* Data supplied *
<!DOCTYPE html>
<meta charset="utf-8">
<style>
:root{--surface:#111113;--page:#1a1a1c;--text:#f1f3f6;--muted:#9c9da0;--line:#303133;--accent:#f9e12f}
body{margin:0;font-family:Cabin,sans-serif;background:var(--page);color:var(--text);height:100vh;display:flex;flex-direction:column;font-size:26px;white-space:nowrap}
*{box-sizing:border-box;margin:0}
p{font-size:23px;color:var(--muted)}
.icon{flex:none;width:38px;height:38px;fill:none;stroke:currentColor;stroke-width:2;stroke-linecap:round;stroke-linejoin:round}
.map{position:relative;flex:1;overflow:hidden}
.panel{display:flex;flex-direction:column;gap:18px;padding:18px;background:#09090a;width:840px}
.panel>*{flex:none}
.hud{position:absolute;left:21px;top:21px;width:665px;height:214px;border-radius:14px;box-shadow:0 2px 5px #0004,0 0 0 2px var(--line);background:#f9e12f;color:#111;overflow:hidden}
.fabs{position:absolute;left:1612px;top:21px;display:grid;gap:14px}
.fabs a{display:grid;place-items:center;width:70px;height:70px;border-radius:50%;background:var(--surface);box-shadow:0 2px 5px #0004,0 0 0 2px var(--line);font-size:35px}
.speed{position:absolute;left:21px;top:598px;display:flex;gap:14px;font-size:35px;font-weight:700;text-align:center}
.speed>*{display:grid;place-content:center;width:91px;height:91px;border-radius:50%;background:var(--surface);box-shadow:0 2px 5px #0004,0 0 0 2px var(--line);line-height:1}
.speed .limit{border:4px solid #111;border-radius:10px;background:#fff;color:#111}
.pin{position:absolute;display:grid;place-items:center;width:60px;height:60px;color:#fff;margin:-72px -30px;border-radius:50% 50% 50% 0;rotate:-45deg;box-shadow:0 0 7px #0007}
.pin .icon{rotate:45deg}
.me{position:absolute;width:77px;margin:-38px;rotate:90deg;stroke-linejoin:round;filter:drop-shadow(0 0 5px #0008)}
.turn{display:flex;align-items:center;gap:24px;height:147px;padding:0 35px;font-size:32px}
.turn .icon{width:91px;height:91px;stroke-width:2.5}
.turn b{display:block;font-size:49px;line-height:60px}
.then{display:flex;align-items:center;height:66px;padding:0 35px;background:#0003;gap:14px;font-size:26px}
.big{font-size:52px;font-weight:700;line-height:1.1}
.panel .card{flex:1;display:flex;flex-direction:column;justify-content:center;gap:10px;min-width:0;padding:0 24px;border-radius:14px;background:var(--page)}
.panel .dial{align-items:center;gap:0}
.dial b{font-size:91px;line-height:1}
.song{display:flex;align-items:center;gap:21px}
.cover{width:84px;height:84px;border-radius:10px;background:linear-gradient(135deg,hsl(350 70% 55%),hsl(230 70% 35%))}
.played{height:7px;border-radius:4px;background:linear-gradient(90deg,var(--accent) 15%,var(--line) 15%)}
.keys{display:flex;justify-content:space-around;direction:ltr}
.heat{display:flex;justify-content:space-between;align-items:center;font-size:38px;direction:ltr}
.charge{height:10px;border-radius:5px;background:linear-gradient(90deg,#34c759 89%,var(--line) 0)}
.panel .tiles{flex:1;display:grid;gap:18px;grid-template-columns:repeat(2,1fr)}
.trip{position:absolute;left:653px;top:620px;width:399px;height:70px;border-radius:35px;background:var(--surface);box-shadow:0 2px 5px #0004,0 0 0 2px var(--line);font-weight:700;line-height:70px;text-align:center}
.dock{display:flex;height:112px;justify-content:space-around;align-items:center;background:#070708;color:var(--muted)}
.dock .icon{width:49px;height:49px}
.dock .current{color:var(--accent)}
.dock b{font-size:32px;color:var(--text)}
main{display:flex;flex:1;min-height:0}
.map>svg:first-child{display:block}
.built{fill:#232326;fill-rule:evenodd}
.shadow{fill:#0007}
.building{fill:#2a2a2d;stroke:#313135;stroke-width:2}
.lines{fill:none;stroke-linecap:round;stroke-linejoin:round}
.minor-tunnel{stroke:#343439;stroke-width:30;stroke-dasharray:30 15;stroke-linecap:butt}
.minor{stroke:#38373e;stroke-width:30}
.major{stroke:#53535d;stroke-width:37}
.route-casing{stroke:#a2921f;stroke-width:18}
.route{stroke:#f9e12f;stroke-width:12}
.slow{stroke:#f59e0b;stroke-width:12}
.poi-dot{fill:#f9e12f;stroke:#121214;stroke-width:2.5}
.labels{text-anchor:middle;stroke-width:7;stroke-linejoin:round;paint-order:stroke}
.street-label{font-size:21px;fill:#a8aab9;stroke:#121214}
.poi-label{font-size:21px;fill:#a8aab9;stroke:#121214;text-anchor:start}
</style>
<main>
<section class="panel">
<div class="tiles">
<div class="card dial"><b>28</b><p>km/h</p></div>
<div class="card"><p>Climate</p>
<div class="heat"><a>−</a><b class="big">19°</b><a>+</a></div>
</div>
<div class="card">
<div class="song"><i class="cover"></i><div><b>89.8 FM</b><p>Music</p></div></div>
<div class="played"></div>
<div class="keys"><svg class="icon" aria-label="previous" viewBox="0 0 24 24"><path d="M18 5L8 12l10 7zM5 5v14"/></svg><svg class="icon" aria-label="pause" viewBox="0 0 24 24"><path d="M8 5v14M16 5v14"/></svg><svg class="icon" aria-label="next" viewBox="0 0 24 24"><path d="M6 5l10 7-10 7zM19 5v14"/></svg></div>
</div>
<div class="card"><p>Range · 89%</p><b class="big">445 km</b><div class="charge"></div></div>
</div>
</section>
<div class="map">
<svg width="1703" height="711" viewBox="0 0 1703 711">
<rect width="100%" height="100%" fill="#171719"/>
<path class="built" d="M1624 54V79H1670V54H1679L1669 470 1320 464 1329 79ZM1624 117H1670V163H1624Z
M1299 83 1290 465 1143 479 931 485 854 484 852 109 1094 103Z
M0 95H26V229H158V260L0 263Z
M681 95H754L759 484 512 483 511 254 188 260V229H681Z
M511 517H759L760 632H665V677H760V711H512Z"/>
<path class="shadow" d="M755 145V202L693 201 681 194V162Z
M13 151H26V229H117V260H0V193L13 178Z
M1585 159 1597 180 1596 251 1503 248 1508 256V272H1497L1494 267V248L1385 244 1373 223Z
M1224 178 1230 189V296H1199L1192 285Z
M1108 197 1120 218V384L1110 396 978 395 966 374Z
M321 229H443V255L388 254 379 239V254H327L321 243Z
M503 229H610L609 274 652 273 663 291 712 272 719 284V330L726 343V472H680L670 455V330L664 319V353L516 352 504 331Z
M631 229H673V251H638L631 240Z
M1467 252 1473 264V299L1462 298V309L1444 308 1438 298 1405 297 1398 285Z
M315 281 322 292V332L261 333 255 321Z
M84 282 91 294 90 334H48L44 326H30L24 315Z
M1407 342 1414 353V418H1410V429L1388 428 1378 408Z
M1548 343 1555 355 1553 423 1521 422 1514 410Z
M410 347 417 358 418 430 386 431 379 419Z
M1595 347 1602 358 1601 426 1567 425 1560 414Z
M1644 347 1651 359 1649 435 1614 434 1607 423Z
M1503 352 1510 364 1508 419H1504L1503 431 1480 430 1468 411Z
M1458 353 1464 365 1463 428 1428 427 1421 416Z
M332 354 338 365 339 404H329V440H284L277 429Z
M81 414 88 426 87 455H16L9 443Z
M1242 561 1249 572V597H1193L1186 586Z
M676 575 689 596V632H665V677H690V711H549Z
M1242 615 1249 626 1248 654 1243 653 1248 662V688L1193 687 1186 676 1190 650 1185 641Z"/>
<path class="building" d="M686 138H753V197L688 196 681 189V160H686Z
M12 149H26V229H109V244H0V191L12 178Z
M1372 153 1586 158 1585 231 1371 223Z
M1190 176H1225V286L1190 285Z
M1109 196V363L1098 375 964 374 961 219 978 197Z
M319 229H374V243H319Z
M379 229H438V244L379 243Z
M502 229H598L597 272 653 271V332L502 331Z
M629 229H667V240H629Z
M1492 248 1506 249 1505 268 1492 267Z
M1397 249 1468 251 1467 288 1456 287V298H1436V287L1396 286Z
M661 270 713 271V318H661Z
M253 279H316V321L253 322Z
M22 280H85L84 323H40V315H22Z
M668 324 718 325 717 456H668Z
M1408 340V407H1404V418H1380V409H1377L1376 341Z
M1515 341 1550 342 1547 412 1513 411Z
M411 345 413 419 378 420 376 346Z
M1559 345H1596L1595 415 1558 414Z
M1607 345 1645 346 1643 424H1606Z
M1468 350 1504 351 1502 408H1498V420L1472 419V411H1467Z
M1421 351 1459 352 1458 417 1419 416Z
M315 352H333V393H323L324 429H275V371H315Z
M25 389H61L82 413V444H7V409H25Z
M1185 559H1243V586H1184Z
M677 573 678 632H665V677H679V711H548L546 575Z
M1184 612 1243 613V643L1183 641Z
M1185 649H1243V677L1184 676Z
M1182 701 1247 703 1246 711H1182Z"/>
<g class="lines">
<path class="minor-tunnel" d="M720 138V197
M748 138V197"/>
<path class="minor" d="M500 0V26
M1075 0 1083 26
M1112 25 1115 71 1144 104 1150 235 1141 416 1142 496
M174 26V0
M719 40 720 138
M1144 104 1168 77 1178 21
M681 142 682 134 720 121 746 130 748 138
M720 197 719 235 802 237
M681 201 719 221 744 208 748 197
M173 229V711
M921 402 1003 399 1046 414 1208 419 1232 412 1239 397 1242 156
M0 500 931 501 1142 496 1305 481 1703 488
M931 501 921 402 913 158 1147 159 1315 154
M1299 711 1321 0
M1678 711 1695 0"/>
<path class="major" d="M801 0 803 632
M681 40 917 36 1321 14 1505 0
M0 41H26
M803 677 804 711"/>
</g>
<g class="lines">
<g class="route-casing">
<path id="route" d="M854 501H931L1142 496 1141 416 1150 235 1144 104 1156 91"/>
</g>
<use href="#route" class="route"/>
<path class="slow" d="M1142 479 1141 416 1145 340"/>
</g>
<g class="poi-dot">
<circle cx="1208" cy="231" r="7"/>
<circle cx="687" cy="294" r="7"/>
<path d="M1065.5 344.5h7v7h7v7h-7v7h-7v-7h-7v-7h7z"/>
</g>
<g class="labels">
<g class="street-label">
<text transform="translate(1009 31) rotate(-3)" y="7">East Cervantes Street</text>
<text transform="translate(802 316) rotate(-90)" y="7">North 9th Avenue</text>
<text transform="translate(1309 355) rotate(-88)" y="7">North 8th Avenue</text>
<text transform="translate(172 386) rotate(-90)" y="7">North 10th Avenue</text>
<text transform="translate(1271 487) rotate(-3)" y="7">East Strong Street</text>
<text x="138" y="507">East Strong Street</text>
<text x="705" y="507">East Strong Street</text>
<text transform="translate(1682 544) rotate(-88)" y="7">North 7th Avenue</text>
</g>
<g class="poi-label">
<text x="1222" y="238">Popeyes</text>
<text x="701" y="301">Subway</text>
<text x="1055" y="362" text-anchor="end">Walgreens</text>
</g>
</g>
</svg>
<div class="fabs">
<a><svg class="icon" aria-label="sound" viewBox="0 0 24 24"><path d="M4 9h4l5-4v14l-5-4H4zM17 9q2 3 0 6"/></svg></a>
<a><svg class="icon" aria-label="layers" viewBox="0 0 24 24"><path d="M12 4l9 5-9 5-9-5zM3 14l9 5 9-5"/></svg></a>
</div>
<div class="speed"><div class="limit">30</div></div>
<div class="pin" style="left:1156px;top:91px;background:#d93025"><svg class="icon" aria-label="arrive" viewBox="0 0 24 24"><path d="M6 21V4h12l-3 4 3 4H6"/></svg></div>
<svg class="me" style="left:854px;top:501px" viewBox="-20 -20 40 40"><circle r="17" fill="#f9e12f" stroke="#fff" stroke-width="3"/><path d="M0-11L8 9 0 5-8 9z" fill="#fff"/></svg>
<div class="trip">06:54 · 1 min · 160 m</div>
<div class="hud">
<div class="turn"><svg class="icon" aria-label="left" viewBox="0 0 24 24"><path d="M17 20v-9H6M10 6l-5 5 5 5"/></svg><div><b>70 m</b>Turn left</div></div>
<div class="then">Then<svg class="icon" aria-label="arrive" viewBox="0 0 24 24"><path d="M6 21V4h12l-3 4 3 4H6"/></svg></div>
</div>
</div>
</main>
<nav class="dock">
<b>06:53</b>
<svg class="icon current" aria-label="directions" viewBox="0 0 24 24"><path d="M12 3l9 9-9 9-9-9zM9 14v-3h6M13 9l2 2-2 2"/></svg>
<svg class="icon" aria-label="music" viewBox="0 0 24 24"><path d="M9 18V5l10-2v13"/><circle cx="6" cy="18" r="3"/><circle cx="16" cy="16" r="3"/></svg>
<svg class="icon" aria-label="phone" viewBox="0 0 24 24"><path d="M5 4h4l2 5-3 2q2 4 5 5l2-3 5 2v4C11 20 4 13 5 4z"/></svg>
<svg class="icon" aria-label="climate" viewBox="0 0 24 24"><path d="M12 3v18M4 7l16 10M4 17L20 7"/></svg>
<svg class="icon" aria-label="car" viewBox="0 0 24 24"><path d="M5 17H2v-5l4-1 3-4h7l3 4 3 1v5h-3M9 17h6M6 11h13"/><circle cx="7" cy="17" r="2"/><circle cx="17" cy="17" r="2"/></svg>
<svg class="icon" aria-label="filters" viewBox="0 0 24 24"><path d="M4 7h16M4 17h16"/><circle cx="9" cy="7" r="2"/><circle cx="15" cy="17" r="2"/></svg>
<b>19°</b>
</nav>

* Aim of the exercise *
Using the material above, return each line in which the word "hidden" occurs.

* Reply to the task *
.map{position:relative;flex:1;overflow:hidden}
.hud{position:absolute;left:21px;top:21px;width:665px;height:214px;border-radius:14px;box-shadow:0 2px 5px #0004,0 0 0 2px var(--line);background:#f9e12f;color:#111;overflow:hidden}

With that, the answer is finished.